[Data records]
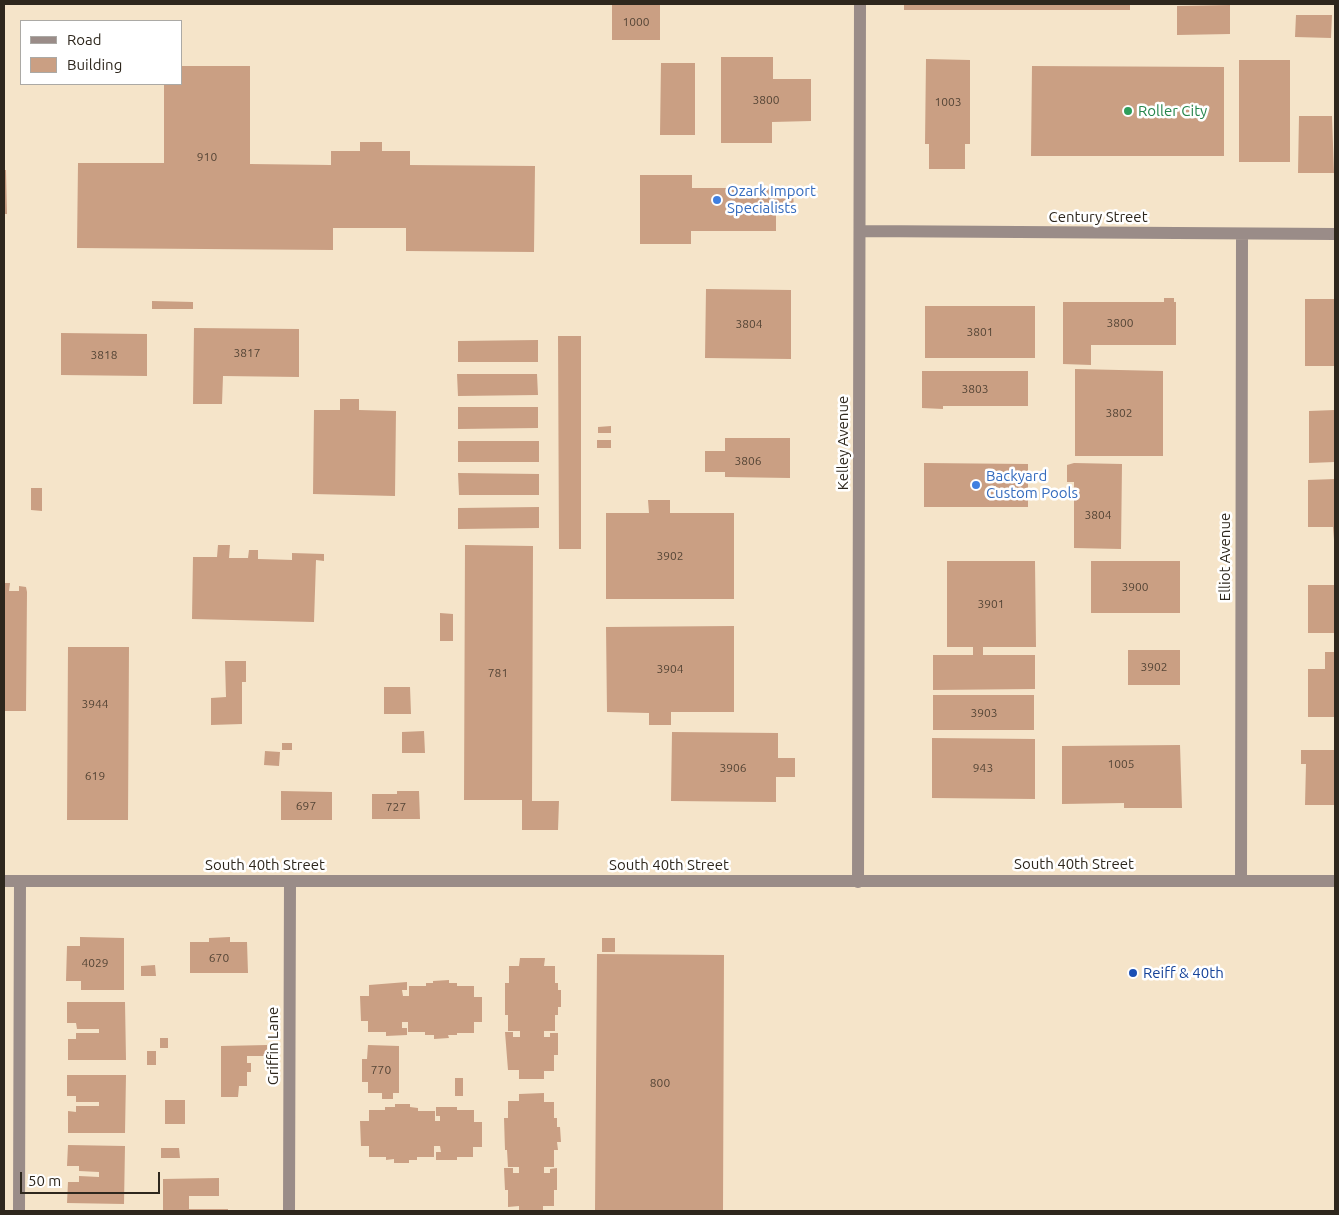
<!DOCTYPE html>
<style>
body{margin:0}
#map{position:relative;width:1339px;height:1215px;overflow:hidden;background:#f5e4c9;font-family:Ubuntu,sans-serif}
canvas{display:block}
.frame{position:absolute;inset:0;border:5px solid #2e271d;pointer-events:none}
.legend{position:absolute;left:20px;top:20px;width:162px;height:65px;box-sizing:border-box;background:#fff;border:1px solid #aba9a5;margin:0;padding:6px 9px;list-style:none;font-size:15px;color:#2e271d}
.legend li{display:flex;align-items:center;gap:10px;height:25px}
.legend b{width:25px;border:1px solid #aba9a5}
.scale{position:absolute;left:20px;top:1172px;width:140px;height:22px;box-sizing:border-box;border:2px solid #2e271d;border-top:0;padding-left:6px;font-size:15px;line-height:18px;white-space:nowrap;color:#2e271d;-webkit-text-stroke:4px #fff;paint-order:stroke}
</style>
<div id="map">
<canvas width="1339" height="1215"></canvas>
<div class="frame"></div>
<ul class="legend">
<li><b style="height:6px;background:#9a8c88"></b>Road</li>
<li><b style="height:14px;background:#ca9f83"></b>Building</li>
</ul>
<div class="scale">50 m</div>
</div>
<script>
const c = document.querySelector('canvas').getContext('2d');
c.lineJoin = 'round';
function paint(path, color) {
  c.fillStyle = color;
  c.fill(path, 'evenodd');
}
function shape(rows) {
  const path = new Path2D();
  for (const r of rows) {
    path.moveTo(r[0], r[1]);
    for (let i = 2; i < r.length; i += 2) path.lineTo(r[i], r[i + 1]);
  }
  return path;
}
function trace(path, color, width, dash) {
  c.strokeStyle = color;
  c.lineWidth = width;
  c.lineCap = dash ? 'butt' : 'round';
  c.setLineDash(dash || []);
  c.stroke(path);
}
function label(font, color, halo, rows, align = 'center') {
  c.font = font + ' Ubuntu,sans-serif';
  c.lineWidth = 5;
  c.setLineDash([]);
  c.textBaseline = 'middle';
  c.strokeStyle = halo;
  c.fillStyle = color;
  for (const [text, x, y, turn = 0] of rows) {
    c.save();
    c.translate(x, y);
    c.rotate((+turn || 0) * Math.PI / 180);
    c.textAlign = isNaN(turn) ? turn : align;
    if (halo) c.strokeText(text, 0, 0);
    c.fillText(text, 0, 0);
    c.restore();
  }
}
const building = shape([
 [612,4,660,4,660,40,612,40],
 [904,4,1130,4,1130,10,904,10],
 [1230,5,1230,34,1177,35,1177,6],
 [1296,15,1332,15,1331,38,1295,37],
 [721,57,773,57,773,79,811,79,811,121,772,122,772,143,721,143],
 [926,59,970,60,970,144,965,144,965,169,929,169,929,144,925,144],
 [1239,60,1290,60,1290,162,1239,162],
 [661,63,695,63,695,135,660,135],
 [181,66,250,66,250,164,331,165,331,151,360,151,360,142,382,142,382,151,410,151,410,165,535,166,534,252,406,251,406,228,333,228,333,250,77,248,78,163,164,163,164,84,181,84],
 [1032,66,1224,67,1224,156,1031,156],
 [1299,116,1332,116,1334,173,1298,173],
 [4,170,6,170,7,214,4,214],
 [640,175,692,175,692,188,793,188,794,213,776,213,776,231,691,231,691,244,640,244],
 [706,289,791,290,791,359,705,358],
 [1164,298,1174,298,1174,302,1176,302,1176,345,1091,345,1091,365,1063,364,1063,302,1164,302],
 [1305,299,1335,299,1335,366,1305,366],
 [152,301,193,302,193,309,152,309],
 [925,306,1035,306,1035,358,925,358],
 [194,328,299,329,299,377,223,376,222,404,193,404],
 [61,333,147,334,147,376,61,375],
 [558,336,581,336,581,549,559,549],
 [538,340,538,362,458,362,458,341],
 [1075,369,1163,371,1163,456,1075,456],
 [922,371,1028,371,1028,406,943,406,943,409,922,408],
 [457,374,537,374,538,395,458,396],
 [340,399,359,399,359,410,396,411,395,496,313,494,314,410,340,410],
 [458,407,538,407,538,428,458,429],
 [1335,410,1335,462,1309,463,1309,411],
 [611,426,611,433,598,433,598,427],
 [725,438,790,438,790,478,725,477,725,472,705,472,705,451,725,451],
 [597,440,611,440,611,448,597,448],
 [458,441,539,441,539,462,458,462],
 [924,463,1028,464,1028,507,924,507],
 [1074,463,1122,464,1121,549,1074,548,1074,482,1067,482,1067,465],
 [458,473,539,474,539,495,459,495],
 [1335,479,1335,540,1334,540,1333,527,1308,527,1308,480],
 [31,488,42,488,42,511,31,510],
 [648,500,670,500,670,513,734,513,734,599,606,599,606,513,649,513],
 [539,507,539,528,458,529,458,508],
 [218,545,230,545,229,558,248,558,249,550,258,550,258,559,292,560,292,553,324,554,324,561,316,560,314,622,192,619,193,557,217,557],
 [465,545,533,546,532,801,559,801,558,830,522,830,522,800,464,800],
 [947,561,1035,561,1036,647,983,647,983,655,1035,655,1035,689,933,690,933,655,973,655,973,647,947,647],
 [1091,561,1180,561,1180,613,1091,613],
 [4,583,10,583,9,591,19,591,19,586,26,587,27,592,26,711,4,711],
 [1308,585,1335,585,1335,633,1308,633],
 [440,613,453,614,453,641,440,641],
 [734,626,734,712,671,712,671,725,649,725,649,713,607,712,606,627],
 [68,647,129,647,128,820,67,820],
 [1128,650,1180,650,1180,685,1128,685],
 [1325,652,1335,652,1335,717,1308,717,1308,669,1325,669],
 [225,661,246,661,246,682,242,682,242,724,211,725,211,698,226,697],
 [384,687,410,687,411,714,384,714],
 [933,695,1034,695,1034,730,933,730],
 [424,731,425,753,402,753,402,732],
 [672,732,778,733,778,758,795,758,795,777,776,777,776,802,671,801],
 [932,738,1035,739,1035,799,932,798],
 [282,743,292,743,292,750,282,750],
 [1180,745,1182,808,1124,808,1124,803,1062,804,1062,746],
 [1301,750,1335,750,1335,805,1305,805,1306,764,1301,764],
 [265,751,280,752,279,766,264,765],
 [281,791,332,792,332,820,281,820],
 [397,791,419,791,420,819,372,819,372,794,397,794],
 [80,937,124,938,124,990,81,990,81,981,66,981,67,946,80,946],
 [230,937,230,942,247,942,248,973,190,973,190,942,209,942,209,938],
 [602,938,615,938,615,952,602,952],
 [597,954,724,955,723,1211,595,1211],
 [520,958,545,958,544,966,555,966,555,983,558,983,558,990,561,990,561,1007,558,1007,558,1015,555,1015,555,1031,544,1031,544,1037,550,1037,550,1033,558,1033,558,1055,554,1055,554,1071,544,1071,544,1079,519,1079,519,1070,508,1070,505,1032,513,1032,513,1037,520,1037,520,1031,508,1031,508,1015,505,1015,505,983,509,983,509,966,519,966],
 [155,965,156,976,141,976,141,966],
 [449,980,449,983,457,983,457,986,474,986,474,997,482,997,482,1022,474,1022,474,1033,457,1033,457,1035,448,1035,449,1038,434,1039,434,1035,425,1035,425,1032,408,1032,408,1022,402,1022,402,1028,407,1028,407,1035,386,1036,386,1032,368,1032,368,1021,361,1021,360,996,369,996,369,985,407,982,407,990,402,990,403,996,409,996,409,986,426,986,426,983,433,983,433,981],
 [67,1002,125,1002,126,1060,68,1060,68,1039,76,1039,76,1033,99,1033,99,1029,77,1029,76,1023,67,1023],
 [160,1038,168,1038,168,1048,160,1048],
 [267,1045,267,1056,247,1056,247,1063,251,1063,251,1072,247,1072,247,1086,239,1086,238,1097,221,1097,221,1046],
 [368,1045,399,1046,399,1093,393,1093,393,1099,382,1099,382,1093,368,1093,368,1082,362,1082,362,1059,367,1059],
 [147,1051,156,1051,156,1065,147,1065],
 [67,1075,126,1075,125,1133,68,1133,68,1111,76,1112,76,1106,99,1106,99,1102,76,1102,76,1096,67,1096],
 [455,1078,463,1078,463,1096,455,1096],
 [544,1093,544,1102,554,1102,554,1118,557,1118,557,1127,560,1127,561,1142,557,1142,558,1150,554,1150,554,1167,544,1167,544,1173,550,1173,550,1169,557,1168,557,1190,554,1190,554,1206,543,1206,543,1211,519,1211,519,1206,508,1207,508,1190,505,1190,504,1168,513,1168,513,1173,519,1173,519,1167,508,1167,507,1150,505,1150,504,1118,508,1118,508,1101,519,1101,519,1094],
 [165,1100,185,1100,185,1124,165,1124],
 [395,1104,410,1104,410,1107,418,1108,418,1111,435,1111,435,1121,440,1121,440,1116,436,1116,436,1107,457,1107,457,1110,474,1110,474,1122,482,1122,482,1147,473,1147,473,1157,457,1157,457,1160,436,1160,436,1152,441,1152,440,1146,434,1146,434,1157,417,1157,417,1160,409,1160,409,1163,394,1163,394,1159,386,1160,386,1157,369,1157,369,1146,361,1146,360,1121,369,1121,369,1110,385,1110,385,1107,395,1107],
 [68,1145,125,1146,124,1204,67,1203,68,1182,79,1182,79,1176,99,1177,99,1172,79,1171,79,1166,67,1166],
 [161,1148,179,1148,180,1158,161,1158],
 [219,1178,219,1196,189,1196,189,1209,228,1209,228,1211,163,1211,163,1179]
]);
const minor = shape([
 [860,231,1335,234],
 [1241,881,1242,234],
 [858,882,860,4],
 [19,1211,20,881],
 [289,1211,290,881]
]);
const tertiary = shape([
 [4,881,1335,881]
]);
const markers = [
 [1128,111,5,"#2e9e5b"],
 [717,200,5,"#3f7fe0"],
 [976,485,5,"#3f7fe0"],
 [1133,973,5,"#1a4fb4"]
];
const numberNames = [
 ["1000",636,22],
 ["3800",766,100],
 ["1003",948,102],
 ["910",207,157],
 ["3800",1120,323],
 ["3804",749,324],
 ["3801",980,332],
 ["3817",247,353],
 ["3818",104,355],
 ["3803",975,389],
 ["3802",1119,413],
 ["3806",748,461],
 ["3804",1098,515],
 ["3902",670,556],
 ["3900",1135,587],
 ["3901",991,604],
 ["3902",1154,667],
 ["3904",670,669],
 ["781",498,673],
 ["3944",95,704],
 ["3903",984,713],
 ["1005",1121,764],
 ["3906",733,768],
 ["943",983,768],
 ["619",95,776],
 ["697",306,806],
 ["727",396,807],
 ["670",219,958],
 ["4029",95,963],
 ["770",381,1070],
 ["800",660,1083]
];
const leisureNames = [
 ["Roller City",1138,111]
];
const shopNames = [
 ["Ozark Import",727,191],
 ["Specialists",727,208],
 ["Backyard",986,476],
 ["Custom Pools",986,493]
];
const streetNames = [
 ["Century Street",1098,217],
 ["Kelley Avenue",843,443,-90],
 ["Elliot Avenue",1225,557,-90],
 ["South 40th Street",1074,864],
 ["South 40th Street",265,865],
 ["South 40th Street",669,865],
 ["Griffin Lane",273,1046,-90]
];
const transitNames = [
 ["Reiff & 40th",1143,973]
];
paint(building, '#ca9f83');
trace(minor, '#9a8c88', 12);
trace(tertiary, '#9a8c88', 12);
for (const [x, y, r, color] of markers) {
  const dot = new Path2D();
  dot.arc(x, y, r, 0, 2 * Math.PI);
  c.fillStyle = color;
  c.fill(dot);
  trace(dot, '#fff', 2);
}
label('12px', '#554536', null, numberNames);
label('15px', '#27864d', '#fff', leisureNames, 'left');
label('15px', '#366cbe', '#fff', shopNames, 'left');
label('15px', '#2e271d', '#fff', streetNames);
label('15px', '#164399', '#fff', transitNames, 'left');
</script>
==
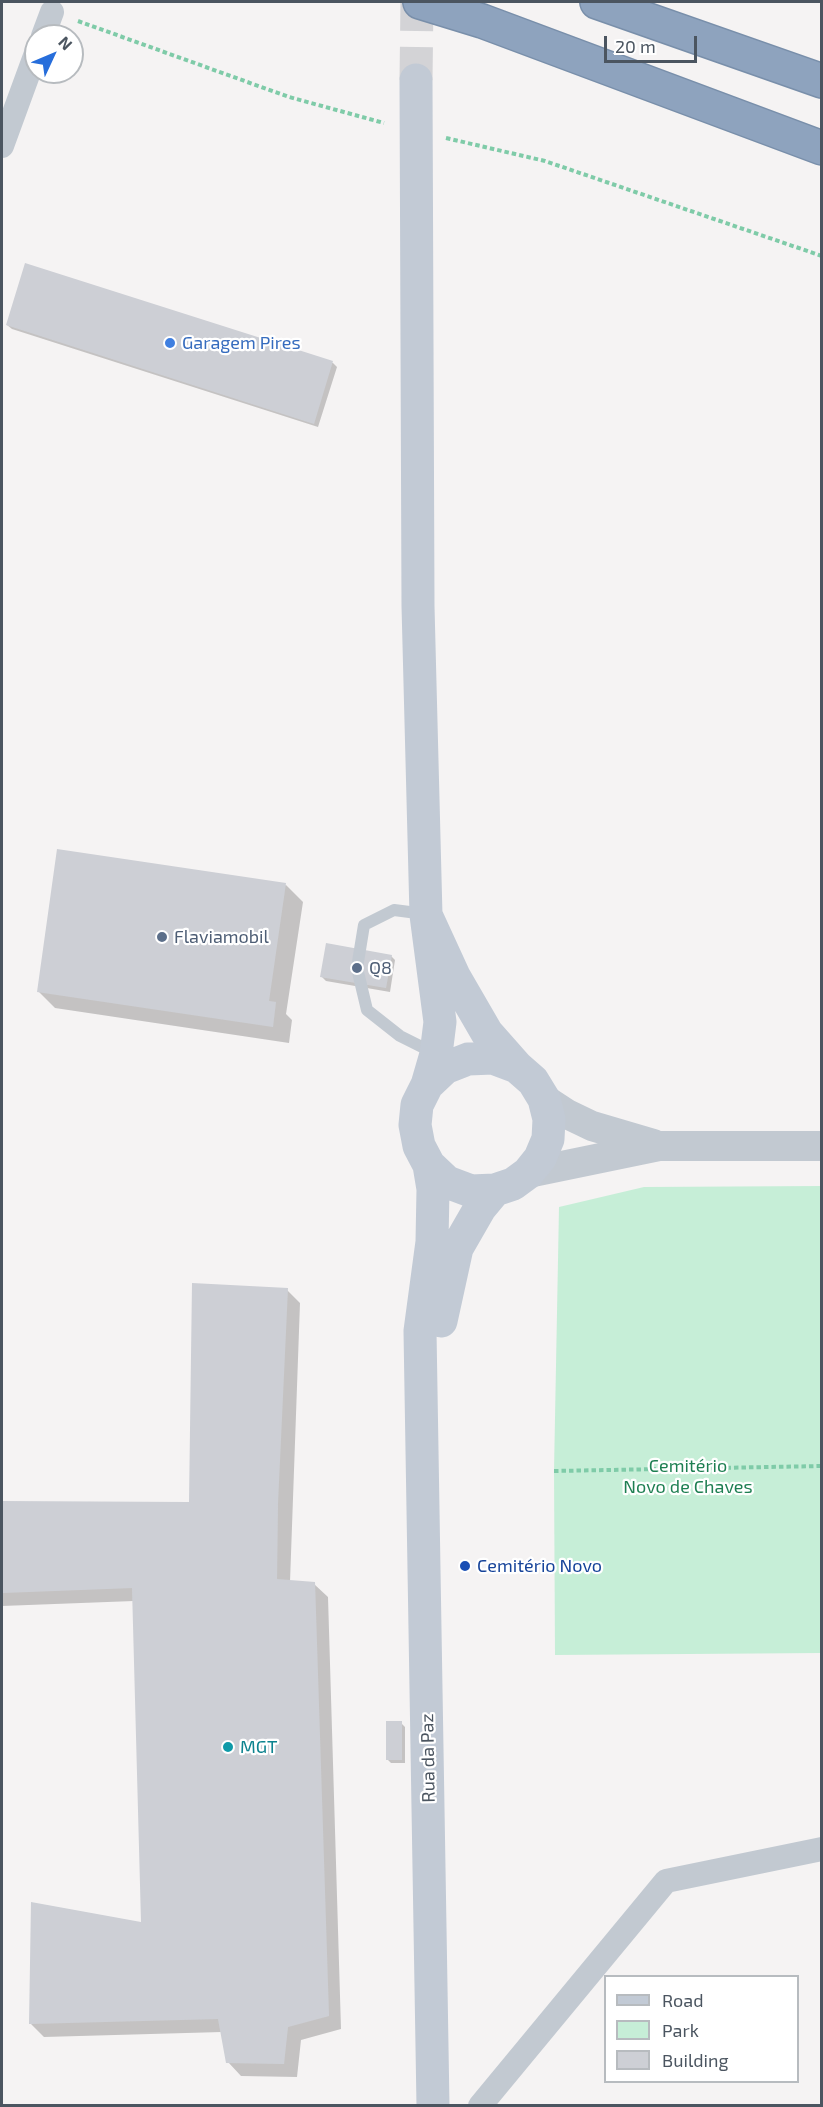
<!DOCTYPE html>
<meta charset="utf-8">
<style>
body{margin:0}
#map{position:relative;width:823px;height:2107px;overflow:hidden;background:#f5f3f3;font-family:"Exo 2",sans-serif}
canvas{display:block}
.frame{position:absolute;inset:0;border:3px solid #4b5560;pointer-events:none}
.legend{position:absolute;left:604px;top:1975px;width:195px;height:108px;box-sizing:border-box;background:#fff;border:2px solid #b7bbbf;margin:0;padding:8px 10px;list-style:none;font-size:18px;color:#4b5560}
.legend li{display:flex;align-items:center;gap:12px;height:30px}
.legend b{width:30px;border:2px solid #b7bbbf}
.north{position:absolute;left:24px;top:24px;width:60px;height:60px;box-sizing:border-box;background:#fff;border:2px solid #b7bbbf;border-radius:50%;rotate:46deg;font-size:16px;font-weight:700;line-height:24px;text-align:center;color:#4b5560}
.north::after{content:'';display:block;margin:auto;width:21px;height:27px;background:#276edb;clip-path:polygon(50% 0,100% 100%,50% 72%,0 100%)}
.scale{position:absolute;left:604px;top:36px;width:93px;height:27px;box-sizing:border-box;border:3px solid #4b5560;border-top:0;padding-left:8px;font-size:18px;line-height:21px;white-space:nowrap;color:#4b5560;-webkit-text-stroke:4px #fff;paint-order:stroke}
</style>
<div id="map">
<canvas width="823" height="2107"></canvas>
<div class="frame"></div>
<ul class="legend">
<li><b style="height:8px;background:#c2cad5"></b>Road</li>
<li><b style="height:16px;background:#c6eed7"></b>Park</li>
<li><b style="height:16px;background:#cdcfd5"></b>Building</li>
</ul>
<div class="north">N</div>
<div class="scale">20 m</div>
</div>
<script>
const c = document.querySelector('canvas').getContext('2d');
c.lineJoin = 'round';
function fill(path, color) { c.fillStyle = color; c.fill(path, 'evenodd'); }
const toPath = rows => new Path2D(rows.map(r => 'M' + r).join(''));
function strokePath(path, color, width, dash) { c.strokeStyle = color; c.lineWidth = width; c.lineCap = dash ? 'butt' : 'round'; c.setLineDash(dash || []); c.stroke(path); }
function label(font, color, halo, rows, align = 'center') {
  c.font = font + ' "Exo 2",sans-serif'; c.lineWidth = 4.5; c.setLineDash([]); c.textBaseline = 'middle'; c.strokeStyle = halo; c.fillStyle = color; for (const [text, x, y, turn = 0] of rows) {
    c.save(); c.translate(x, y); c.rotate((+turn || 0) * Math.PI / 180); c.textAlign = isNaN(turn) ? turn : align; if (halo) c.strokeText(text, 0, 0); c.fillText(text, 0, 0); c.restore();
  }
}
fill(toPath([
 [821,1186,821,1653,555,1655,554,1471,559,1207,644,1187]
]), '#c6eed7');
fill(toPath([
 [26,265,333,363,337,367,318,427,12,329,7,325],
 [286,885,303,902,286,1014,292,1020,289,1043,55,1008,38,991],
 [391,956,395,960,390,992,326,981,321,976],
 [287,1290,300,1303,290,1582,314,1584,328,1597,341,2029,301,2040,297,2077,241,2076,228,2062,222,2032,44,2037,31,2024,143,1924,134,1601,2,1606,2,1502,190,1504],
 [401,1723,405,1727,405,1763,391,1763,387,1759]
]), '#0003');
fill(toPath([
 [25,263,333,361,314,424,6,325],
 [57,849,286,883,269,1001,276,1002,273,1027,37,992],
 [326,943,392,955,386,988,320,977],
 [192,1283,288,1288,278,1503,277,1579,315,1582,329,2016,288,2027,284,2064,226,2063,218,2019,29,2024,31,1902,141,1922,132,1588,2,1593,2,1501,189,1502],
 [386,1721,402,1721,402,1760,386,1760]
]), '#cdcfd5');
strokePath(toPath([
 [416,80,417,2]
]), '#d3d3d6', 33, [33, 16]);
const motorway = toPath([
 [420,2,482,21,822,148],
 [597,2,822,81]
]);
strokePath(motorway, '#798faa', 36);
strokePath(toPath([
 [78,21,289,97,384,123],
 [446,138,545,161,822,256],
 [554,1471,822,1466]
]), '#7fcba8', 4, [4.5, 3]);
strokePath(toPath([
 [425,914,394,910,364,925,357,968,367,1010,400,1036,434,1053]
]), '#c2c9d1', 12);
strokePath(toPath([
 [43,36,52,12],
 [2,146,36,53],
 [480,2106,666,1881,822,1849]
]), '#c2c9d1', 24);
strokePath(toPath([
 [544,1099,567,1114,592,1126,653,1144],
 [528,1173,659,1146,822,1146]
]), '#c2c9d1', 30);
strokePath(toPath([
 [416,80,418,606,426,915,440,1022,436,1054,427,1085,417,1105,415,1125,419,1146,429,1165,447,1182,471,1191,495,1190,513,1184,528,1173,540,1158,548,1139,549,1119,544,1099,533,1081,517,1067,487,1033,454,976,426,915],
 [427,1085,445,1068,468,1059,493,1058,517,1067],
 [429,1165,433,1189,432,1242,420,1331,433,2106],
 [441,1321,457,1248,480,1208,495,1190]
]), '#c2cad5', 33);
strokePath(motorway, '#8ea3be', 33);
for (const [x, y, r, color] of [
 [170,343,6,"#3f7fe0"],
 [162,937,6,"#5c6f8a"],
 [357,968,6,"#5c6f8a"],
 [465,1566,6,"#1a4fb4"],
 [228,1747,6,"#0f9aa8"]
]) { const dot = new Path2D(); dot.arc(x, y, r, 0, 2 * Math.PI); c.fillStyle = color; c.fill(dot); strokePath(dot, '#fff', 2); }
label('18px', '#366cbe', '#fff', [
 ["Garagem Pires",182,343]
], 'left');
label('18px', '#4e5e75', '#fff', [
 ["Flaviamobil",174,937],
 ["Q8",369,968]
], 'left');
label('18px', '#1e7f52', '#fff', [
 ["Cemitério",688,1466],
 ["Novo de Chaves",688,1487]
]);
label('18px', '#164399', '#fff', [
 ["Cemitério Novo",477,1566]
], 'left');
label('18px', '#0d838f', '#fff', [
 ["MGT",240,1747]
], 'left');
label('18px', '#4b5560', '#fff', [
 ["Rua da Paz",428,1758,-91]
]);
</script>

* _TRY IT_
Proceeding from the line containing "for (const [x, y, r, color] of markers)" through the line containing "trace(dot, '#fff', 2);", transcribe the lines above exactly, both end lines included.

* _SOLUTION BELOW_
for (const [x, y, r, color] of markers) {
  const dot = new Path2D();
  dot.arc(x, y, r, 0, 2 * Math.PI);
  c.fillStyle = color;
  c.fill(dot);
  trace(dot, '#fff', 2);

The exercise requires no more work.